● **EXERCISE INSTRUCTIONS**: The word "image" marks the lines to find; copy every such line from the data below.

Collected data:
== == ==
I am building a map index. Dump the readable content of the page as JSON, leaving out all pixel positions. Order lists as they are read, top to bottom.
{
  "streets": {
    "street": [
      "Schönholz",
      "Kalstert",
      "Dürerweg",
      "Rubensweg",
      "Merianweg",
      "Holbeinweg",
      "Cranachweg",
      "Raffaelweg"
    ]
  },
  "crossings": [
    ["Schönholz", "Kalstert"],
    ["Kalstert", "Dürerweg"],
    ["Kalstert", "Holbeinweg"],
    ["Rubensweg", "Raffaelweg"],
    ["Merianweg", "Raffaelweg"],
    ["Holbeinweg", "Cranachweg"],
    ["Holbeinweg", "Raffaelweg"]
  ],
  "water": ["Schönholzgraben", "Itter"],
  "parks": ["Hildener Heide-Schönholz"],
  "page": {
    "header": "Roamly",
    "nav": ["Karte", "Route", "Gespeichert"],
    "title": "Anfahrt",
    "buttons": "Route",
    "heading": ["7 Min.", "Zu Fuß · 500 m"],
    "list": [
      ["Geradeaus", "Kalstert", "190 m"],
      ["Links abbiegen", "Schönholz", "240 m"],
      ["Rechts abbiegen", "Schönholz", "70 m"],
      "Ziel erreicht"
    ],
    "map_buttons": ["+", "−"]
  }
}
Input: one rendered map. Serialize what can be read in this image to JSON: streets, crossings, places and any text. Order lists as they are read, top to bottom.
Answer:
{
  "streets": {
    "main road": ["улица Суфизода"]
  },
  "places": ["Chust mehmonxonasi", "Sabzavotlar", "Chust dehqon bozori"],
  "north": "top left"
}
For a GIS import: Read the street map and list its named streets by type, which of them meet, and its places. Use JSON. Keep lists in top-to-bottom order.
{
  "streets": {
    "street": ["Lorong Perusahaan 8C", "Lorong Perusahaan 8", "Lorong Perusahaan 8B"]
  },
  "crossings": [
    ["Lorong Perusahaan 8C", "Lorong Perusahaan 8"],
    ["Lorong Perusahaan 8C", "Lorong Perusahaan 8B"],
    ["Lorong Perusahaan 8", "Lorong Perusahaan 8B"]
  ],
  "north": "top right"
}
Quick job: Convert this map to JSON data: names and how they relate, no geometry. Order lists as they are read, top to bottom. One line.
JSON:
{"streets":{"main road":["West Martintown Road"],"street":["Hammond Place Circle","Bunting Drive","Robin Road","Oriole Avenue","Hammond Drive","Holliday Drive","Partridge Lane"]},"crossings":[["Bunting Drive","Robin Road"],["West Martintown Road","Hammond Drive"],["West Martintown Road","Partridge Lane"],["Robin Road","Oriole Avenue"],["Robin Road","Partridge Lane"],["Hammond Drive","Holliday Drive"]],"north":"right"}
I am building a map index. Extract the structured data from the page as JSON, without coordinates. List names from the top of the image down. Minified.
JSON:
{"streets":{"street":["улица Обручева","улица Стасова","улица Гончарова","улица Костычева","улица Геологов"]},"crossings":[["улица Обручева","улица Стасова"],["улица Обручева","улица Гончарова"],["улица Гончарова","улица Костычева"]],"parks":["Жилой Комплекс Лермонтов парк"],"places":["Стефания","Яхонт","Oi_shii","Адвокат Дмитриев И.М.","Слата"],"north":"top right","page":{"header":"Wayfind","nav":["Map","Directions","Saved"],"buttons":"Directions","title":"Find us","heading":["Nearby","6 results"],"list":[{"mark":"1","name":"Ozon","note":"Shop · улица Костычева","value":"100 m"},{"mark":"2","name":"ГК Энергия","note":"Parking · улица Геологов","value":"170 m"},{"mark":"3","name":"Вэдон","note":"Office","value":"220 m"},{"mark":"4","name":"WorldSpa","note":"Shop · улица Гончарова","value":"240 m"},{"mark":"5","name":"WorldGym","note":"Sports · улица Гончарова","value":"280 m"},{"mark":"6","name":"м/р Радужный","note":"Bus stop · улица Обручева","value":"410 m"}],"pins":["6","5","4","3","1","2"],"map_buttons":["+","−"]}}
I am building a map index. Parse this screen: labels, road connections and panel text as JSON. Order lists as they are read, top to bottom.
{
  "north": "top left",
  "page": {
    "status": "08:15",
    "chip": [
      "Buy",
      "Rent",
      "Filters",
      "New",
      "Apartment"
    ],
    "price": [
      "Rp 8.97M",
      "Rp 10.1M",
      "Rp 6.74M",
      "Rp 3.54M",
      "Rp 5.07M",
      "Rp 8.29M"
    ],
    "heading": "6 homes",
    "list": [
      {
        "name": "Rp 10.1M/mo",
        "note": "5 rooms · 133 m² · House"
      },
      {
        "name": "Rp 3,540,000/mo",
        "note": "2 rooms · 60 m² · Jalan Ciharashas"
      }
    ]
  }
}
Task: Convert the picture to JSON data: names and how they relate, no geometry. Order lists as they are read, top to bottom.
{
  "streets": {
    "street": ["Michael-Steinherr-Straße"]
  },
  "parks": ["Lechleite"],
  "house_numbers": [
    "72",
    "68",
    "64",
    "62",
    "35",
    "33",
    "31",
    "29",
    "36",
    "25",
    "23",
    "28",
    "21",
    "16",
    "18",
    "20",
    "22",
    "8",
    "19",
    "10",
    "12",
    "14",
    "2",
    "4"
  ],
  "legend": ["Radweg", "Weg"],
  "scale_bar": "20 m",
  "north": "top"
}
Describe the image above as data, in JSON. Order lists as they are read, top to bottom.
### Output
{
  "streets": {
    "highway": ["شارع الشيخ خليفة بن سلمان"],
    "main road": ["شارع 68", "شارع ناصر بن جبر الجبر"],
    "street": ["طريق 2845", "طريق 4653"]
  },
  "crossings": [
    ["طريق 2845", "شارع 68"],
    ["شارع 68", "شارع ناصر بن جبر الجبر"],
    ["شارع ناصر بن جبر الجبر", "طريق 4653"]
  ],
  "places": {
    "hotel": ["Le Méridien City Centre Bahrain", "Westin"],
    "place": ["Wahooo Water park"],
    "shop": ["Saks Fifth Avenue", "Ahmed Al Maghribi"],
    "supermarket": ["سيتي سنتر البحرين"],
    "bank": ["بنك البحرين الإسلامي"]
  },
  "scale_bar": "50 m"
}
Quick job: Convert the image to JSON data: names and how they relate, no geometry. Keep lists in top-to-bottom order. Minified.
== == ==
● **FINISHED EXERCISE**:
Input: one rendered map. Serialize what can be read in this image to JSON: streets, crossings, places and any text. Order lists as they are read, top to bottom.
I am building a map index. Extract the structured data from the page as JSON, without coordinates. List names from the top of the image down. Minified.
Describe the image above as data, in JSON. Order lists as they are read, top to bottom.
Quick job: Convert the image to JSON data: names and how they relate, no geometry. Keep lists in top-to-bottom order. Minified.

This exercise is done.